Avaliar membros de
sua espécie é uma tarefa importante para os mamíferos sociais, e eles a
executam com eficiência. Acreditando nessa habilidade, o Homo sapiens organizou
as democracias baseadas no voto universal. Mas existe um problema. Nosso
cérebro e o cérebro dos macacos, que deram origem à espécie humana, foram
selecionados durante milhões de anos para avaliar membros de nossa espécie com
os quais interagíamos diretamente - indivíduos de nossos bandos ou tribos, cujo
comportamento observávamos todos os dias e com quem nos comunicávamos
constantemente. É dessa maneira que os machos e as fêmeas dominantes são
escolhidos e os paramentos sexuais determinados. Selecionar um líder entre
candidatos com os quais nunca interagimos é uma novidade para o cérebro humano,
e não é tarefa que ele, mesmo educado, faça com facilidade. Se puder escolher,
nosso cérebro prefere utilizar poucas informações obtidas em interações
diretas. É por isso que os políticos andam pelas ruas cumprimentando o maior
número possível de eleitores. Quando forçado a decidir com base em informações
indiretas, os mecanismos utilizados pelo cérebro são primitivos e irracionais.
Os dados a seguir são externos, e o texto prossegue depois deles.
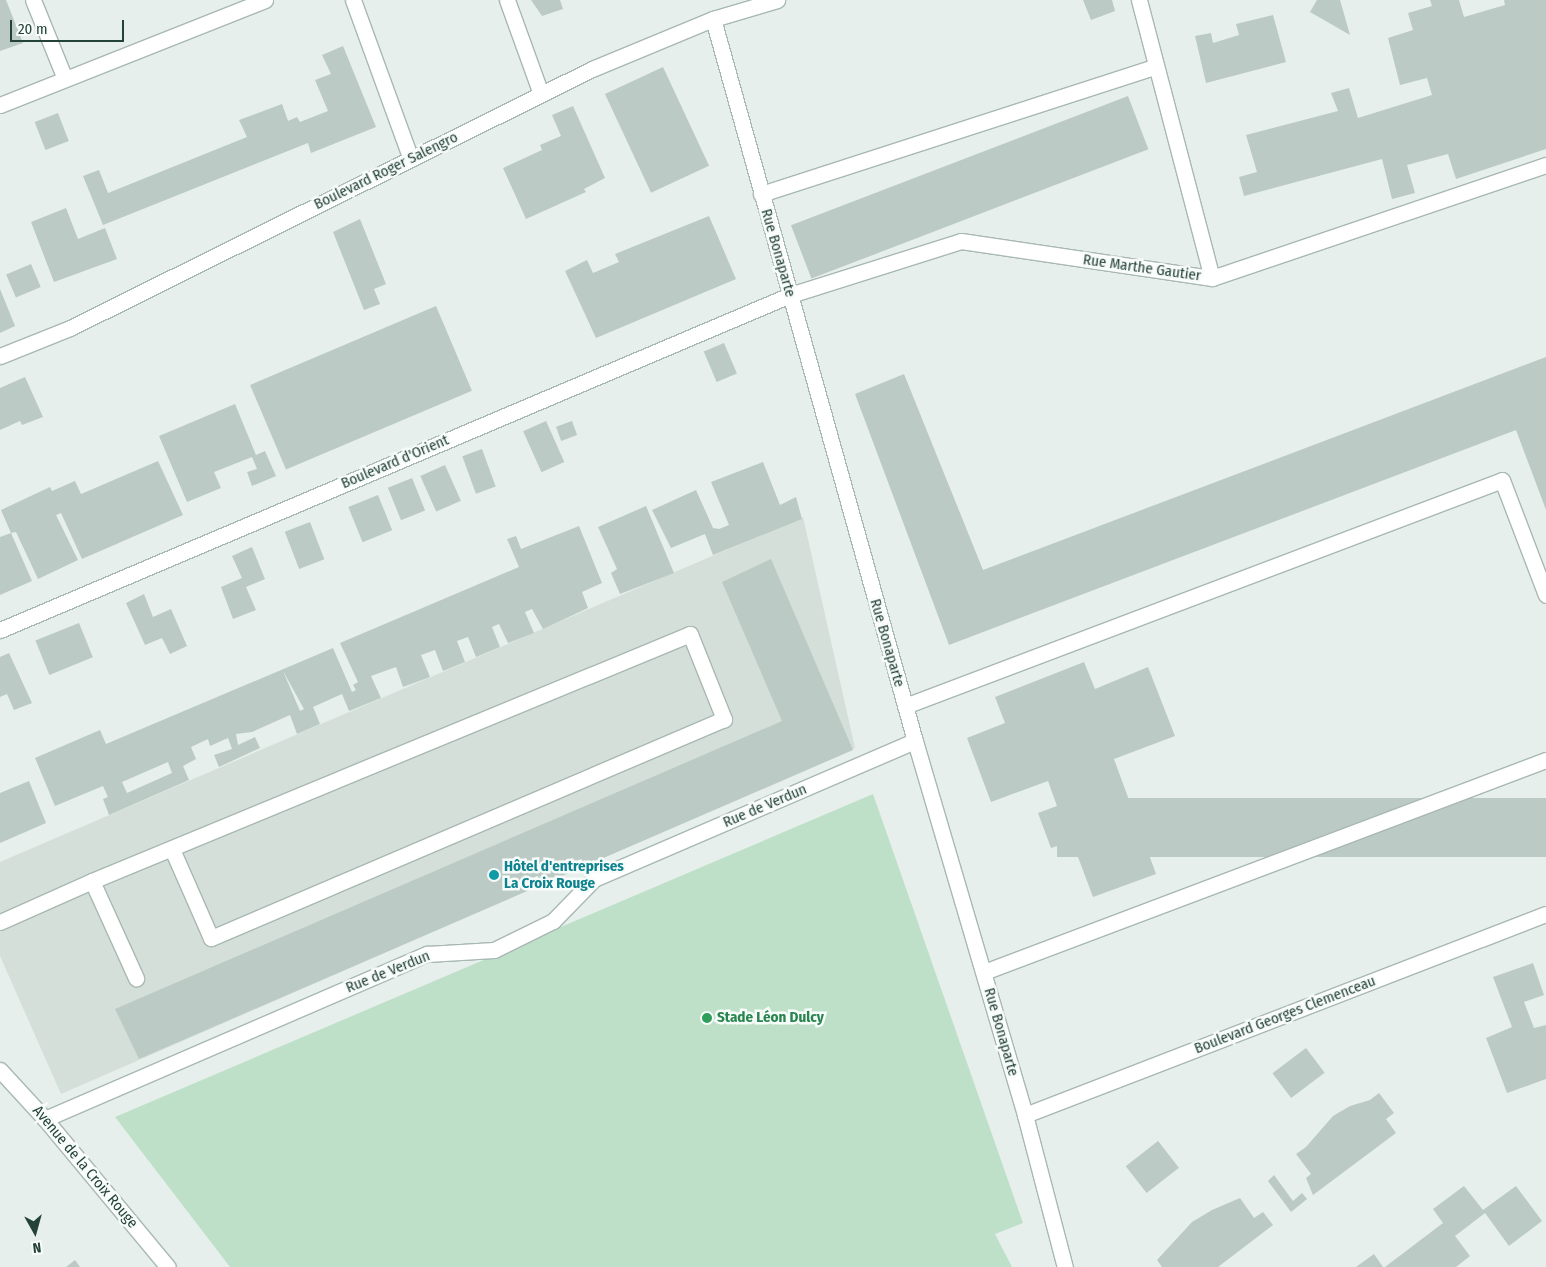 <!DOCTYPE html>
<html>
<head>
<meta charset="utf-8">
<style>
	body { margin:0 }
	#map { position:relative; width:1546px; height:1267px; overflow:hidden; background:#e6efeb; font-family:"Fira Sans Condensed",sans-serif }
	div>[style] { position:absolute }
	.built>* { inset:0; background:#d4dfda }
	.green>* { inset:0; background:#bfe0c8 }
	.building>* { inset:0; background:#bbcac4; transform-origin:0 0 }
	.roads { filter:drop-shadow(1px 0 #a8b8b2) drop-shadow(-1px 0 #a8b8b2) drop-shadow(0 1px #a8b8b2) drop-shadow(0 -1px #a8b8b2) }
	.service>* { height:15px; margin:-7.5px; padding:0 7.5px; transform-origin:7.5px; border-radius:7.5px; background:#fff }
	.minor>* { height:15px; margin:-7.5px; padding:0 7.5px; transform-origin:7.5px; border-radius:7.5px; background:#fff }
	.dots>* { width:14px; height:14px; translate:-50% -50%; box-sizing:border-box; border:2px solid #f7fbf9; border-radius:50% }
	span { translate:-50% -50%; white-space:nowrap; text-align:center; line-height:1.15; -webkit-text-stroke:5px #f7fbf9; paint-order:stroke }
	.street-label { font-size:15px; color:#24423a }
	.culture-label { font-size:15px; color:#0d838f; font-weight:700 }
	.left { translate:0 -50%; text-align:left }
	.leisure-label { font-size:15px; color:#27864d; font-weight:700 }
	.north { position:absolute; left:10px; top:1207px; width:50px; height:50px; -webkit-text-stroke:4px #f7fbf9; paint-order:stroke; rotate:173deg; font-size:14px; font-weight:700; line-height:20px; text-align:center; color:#24423a }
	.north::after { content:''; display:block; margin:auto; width:18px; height:22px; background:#24423a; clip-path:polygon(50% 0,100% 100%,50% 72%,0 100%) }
	.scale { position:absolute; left:10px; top:20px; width:114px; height:22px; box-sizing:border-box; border:2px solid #24423a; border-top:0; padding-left:6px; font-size:15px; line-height:18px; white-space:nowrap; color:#24423a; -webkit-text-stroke:4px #f7fbf9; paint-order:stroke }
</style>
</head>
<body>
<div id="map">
	<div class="built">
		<div style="clip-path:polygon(803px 517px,855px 748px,61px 1094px,0 956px,0 862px)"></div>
	</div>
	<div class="green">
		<div style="clip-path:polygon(873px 794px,1023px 1223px,995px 1234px,1012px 1267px,230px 1267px,115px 1117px)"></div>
	</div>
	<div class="building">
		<div style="clip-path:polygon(0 0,6px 0,23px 43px,0 51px)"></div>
		<div style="clip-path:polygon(531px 0,560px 0,563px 9px,542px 16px)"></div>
		<div style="clip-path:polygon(1083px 0,1112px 0,1115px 11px,1091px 20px)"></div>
		<div style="clip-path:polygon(1317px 0,1340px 0,1350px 35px,1310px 12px)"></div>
		<div style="clip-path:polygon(1430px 0,1459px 0,1464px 17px,1505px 5px,1504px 0,1546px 0,1546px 149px,1456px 179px,1448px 154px,1407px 165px,1415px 193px,1392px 199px,1382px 159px,1244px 196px,1239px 177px,1257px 172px,1246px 135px,1338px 111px,1331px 93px,1349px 88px,1358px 118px,1432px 95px,1427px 78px,1400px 85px,1388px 38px,1413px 30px,1408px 13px,1432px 6px)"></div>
		<div style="clip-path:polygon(1273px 15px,1286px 62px,1206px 83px,1195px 36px,1211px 33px,1213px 43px,1239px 35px,1236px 24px)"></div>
		<div style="clip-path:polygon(343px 46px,376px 127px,311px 153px,308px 143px,103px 225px,83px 176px,99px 170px,108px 193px,247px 137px,239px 120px,282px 104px,288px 121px,297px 117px,300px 122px,328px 111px,315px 80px,331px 74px,322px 55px)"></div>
		<div style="left:663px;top:67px;width:109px;height:64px;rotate:65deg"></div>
		<div style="left:1128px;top:96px;width:57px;height:361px;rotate:69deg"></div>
		<div style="clip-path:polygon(573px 106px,605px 178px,584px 189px,586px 192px,526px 219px,503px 168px,542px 150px,540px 145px,561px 136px,552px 115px)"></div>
		<div style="left:58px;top:113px;width:30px;height:25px;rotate:69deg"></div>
		<div style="clip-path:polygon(66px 208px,78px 239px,105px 228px,117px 259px,54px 282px,31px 222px)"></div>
		<div style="clip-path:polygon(709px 216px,736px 279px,596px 338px,565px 271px,587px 260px,593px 273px,619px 262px,615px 254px)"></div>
		<div style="clip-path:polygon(360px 219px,386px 284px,374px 289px,380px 304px,364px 310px,333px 232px)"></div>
		<div style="left:31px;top:264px;width:25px;height:27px;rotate:67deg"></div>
		<div style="clip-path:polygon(0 289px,15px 326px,0 333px)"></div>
		<div style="left:436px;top:306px;width:92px;height:202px;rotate:67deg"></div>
		<div style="left:724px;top:343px;width:33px;height:22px;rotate:67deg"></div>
		<div style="clip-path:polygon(1546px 357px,1546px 510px,1516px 430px,949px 645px,855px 394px,904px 374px,983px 570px)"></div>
		<div style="clip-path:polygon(25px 377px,43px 417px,22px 425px,20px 421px,0 430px,0 388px)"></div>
		<div style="clip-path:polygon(235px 404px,256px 455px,265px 451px,276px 476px,252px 486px,247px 472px,257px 469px,252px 457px,214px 472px,221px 488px,187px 502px,159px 436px)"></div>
		<div style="left:546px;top:421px;width:45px;height:25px;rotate:66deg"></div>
		<div style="left:572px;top:421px;width:15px;height:17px;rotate:70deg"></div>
		<div style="left:482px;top:449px;width:40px;height:21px;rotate:70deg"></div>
		<div style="clip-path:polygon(158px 461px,183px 515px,82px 559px,61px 513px,56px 515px,78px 560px,38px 579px,16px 532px,11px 533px,32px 581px,0 595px,0 537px,11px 533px,1px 510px,50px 487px,52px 491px,75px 481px,81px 494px)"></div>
		<div style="clip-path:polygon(763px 462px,780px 505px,796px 497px,802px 519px,713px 555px,705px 534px,671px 548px,652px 510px,696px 490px,713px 528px,719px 529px,729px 525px,711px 482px)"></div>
		<div style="left:445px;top:465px;width:39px;height:27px;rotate:66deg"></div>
		<div style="left:412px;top:478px;width:35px;height:26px;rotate:68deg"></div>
		<div style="left:378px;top:495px;width:38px;height:32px;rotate:68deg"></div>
		<div style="clip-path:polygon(646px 506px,674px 573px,620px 594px,611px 573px,617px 569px,598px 527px)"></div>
		<div style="left:310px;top:522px;width:40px;height:27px;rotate:69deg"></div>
		<div style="clip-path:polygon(evenodd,579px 526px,602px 583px,582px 592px,588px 608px,543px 629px,532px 609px,525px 612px,534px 633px,508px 643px,499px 624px,492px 627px,500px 647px,476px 657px,468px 637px,457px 641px,465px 662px,443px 671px,435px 650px,421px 655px,430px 677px,403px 687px,396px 667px,371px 676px,381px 698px,349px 711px,342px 694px,313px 707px,320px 724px,297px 734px,290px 715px,252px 732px,236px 734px,238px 745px,255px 737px,260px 748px,219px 767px,214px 755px,232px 749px,228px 738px,210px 746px,208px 739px,191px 747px,196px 759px,183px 766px,189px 780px,109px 815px,103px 799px,108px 797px,103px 786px,55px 806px,35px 758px,100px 730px,106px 744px,333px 648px,352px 692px,356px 690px,353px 685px,358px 682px,340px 643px,519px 567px,507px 539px,516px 536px,521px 549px,579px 526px,283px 671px,304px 709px,300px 711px,283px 671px,579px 526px,168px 762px,172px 773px,127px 793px,122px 782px,168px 762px)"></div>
		<div style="clip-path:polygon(252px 547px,265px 579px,246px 587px,256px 610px,233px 619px,221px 587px,242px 578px,232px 556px)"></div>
		<div style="clip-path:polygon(771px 559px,853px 750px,139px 1059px,115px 1009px,782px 721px,722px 582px)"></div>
		<div style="clip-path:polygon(144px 594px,153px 617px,171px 609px,187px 646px,170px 654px,162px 638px,145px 645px,126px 603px)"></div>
		<div style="left:79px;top:623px;width:37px;height:47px;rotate:68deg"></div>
		<div style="clip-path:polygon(9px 653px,32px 703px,14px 710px,7px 694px,0 697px,0 657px)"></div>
		<div style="clip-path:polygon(1084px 662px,1095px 689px,1148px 667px,1175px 736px,1114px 759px,1156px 874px,1093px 897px,1072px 841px,1051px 848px,1038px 813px,1057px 806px,1048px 781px,991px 802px,967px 738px,1005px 723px,995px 697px)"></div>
		<div style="clip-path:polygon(29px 781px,46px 823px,0 843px,0 793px)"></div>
		<div style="left:1546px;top:798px;width:59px;height:489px;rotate:90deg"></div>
		<div style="clip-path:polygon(1533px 963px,1544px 995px,1524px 1002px,1534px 1028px,1546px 1025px,1546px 1079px,1507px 1093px,1486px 1038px,1512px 1027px,1493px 977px)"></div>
		<div style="left:1306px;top:1048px;width:31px;height:42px;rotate:53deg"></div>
		<div style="clip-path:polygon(1379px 1093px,1394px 1113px,1386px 1119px,1396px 1133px,1313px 1195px,1306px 1178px,1311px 1174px,1296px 1154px,1306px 1147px,1333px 1116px,1350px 1106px,1370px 1100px)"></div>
		<div style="left:1158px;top:1141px;width:34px;height:41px;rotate:52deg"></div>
		<div style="clip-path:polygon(1274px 1175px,1293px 1201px,1302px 1193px,1307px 1199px,1291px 1212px,1268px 1181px)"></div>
		<div style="clip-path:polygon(1464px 1186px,1483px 1210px,1516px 1186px,1542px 1221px,1509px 1246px,1485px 1213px,1455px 1236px,1470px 1256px,1456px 1267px,1385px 1267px,1443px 1223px,1433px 1209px)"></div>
		<div style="clip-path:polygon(1240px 1198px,1254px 1218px,1263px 1212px,1273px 1225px,1218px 1267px,1162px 1267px,1157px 1260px,1192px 1222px,1212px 1210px)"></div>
		<div style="clip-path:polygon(1374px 1254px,1383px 1267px,1356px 1267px)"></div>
		<div style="clip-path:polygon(75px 1260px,80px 1267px,66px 1267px)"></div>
	</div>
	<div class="roads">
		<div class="service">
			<div style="left:92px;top:881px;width:647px;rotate:-22.44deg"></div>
			<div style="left:690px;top:634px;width:92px;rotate:68.2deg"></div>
			<div style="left:724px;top:719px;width:558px;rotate:156.88deg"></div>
			<div style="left:211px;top:938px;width:97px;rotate:-113.7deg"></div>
			<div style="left:0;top:922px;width:101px;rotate:-24deg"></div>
			<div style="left:92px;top:881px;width:107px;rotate:65.6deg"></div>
		</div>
		<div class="minor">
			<div style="left:33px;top:0;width:85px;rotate:67.9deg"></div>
			<div style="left:353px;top:0;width:169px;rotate:70deg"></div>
			<div style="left:507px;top:0;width:100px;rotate:70.1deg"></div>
			<div style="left:1139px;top:0;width:287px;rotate:75.3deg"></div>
			<div style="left:713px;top:19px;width:750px;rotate:74.37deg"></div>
			<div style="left:915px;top:741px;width:390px;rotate:73.6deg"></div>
			<div style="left:1025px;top:1115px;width:157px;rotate:75.3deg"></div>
			<div style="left:0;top:105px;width:285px;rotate:-21.6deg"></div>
			<div style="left:761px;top:194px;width:414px;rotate:-17.9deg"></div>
			<div style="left:0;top:356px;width:75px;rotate:-21.8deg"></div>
			<div style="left:70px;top:328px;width:583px;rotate:-26.39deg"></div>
			<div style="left:592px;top:69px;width:131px;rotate:-22.5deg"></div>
			<div style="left:713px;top:19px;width:67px;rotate:-16.5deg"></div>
			<div style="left:0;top:630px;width:858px;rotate:-22.98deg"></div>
			<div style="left:790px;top:295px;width:179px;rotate:-17.5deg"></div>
			<div style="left:961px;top:241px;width:254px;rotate:8.4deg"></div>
			<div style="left:1212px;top:278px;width:353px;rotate:-18.7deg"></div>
			<div style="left:905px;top:706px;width:638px;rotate:-20.73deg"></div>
			<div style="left:1502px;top:480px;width:123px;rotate:69.1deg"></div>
			<div style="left:984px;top:972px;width:601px;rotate:-20.67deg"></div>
			<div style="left:0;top:1070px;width:67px;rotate:47.4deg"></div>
			<div style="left:45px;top:1119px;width:192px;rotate:50.3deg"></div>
			<div style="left:1025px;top:1115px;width:558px;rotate:-21.1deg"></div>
			<div style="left:45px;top:1119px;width:416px;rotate:-23.4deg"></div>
			<div style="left:427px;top:954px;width:67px;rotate:-3.4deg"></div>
			<div style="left:494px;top:950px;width:66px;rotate:-26.2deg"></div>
			<div style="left:553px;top:921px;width:59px;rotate:-45.7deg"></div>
			<div style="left:594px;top:879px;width:349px;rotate:-23.3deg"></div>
		</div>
	</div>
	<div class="dots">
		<div style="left:494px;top:875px;background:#0f9aa8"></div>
		<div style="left:707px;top:1018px;background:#2e9e5b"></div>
	</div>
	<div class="street-label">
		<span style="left:386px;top:171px;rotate:-26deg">Boulevard Roger Salengro</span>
		<span style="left:778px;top:253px;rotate:74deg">Rue Bonaparte</span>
		<span style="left:1142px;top:268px;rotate:8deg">Rue Marthe Gautier</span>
		<span style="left:395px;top:462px;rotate:-23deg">Boulevard d'Orient</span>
		<span style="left:887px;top:643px;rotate:74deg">Rue Bonaparte</span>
		<span style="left:765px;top:806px;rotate:-23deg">Rue de Verdun</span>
		<span style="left:388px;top:972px;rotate:-22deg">Rue de Verdun</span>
		<span style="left:1285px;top:1015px;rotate:-21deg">Boulevard Georges Clemenceau</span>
		<span style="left:1001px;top:1032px;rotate:74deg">Rue Bonaparte</span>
		<span style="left:85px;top:1167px;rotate:50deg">Avenue de la Croix Rouge</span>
	</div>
	<div class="culture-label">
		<span class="left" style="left:504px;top:875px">Hôtel d'entreprises<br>La Croix Rouge</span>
	</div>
	<div class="leisure-label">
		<span class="left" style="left:717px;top:1018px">Stade Léon Dulcy</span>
	</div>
	<div class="north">N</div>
	<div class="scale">20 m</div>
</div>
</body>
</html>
A literatura científica está cheia de estudos que comprovam essa tese, mas um
trabalho publicado recentemente demonstra quão primitivo é esse mecanismo.
Cientistas suíços
selecionaram 57 pares de fotos de candidatos a eleições municipais francesas.
Cada par continha uma foto do vencedor e uma do segundo colocado. Os pares
foram mostrados para 684 adultos suíços que nunca haviam visto esses políticos.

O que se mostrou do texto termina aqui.